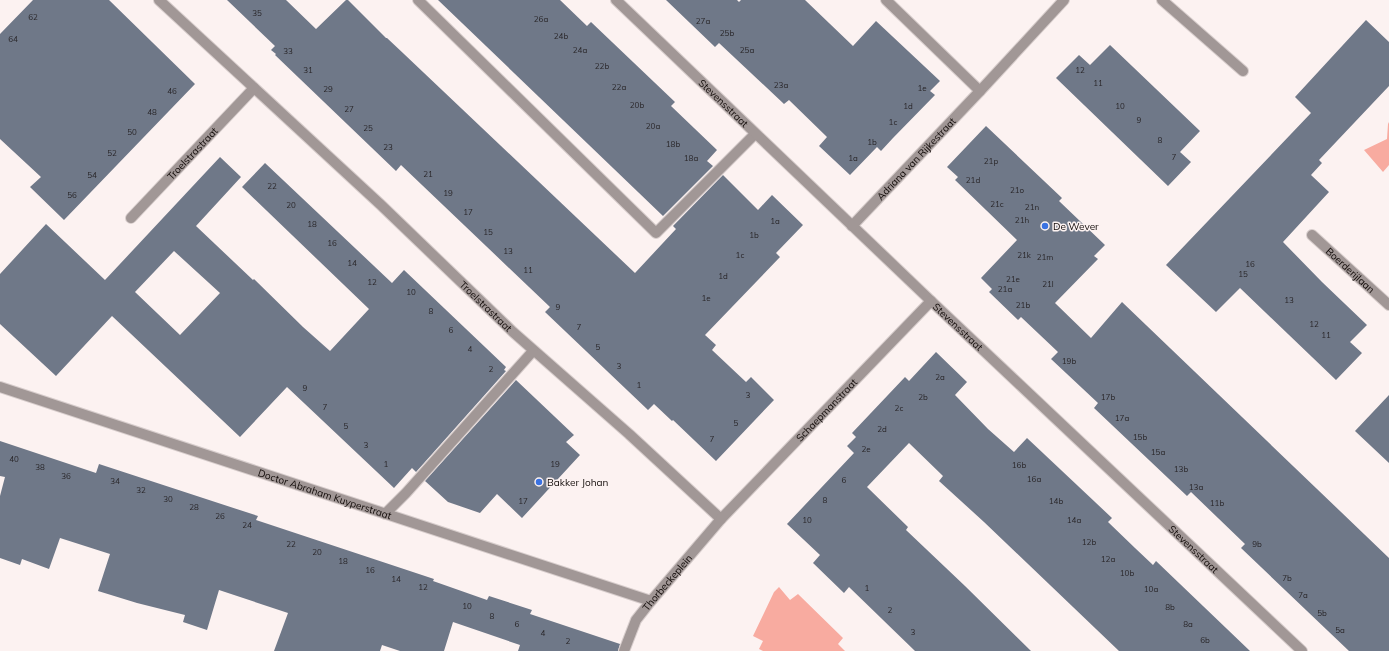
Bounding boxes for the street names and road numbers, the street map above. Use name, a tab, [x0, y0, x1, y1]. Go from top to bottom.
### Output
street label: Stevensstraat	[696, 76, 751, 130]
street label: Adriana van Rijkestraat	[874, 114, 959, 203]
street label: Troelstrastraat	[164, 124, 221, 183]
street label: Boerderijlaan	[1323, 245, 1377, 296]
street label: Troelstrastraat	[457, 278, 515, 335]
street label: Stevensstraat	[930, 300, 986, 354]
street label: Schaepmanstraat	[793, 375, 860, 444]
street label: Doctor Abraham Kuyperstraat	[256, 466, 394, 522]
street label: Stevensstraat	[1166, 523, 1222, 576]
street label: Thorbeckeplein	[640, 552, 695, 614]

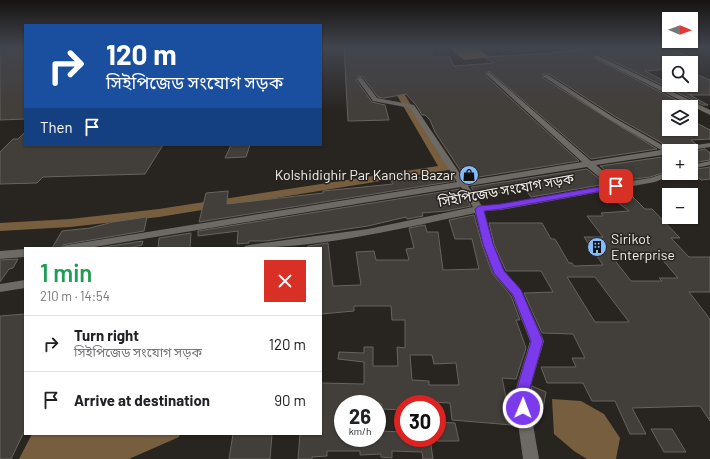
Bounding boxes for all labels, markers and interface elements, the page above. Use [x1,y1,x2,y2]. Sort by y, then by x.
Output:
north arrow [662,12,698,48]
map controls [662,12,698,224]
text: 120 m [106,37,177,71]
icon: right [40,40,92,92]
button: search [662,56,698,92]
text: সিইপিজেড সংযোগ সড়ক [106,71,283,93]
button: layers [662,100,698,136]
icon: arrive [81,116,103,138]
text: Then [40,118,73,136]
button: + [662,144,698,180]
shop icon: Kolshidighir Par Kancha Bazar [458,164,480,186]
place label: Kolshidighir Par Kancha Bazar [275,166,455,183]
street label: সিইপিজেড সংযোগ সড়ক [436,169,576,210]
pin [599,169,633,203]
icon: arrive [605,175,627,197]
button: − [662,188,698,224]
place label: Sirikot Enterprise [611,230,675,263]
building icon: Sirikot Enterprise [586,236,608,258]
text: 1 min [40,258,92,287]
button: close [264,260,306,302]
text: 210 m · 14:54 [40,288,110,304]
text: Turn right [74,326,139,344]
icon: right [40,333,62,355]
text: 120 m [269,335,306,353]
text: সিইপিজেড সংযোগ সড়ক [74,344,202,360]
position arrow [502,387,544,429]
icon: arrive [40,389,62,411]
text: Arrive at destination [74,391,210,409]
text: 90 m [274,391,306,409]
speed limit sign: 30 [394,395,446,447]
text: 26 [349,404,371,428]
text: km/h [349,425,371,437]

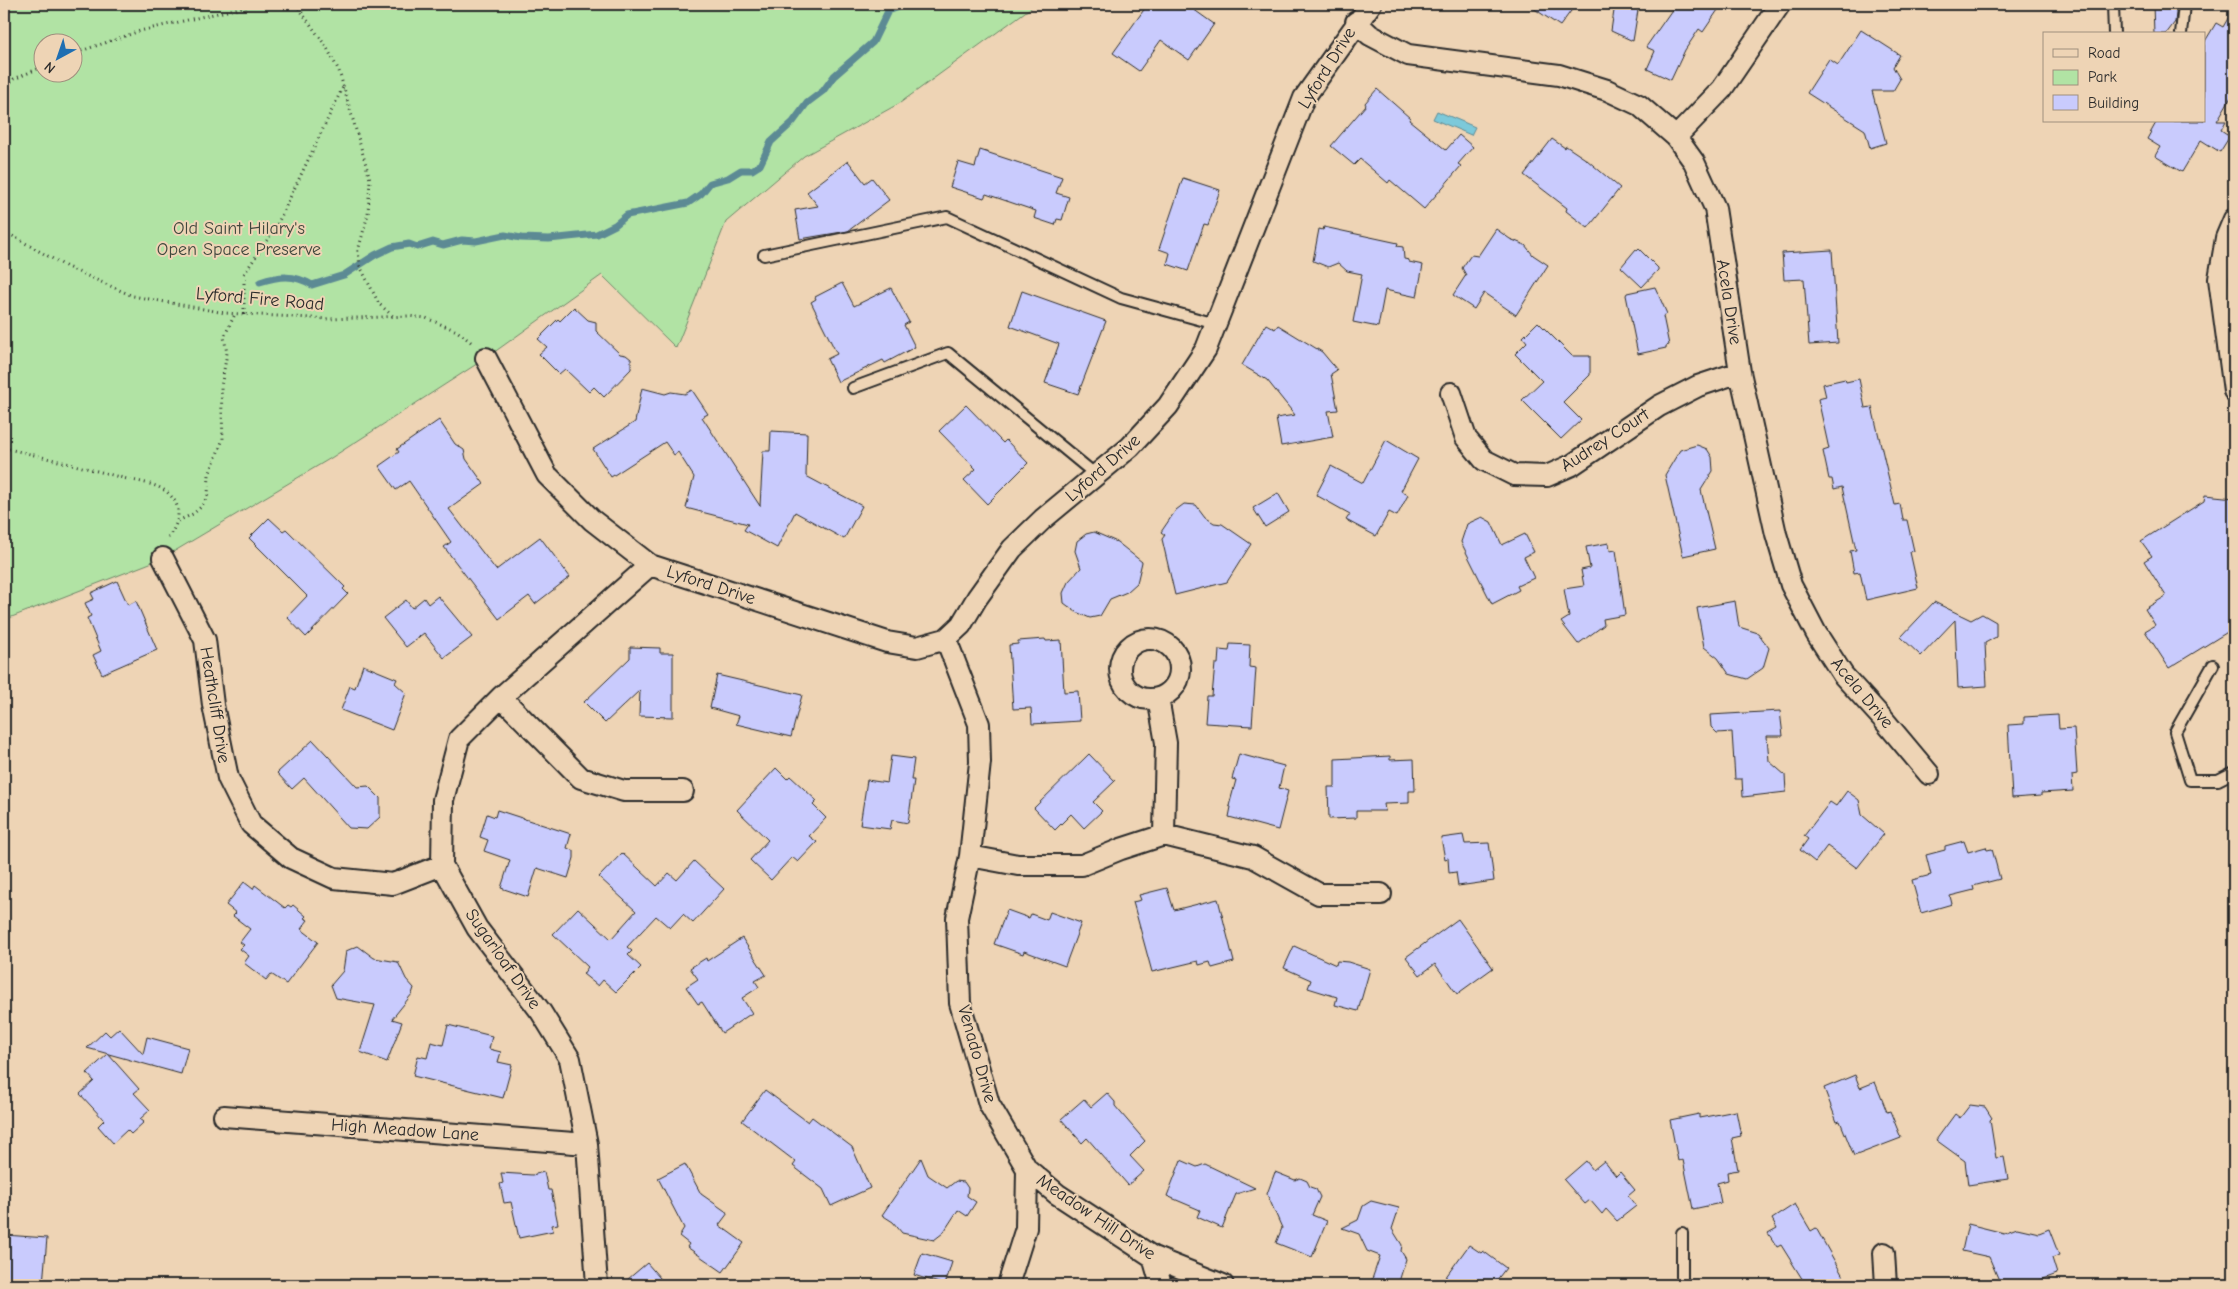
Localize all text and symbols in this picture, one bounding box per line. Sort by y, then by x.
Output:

···

## [Exercise requirements]
The task calls for every line of the data to be returned exactly, without pictures.

## [Expected answer]
Bounding boxes for the street names and road numbers, the street map above. Use name, a tab, [x0, y0, x1, y1]. Go from top to bottom.
### Output
street label: Stevensstraat	[696, 76, 751, 130]
street label: Adriana van Rijkestraat	[874, 114, 959, 203]
street label: Troelstrastraat	[164, 124, 221, 183]
street label: Boerderijlaan	[1323, 245, 1377, 296]
street label: Troelstrastraat	[457, 278, 515, 335]
street label: Stevensstraat	[930, 300, 986, 354]
street label: Schaepmanstraat	[793, 375, 860, 444]
street label: Doctor Abraham Kuyperstraat	[256, 466, 394, 522]
street label: Stevensstraat	[1166, 523, 1222, 576]
street label: Thorbeckeplein	[640, 552, 695, 614]

Bounding boxes for all labels, markers and interface elements, the page above. Use [x1,y1,x2,y2]. Sort by y, then by x.
Output:
north arrow [662,12,698,48]
map controls [662,12,698,224]
text: 120 m [106,37,177,71]
icon: right [40,40,92,92]
button: search [662,56,698,92]
text: সিইপিজেড সংযোগ সড়ক [106,71,283,93]
button: layers [662,100,698,136]
icon: arrive [81,116,103,138]
text: Then [40,118,73,136]
button: + [662,144,698,180]
shop icon: Kolshidighir Par Kancha Bazar [458,164,480,186]
place label: Kolshidighir Par Kancha Bazar [275,166,455,183]
street label: সিইপিজেড সংযোগ সড়ক [436,169,576,210]
pin [599,169,633,203]
icon: arrive [605,175,627,197]
button: − [662,188,698,224]
place label: Sirikot Enterprise [611,230,675,263]
building icon: Sirikot Enterprise [586,236,608,258]
text: 1 min [40,258,92,287]
button: close [264,260,306,302]
text: 210 m · 14:54 [40,288,110,304]
text: Turn right [74,326,139,344]
icon: right [40,333,62,355]
text: 120 m [269,335,306,353]
text: সিইপিজেড সংযোগ সড়ক [74,344,202,360]
position arrow [502,387,544,429]
icon: arrive [40,389,62,411]
text: Arrive at destination [74,391,210,409]
text: 90 m [274,391,306,409]
speed limit sign: 30 [394,395,446,447]
text: 26 [349,404,371,428]
text: km/h [349,425,371,437]

Localize all text and symbols in this picture, one bounding box per line. Sort by y, then by x.
Output:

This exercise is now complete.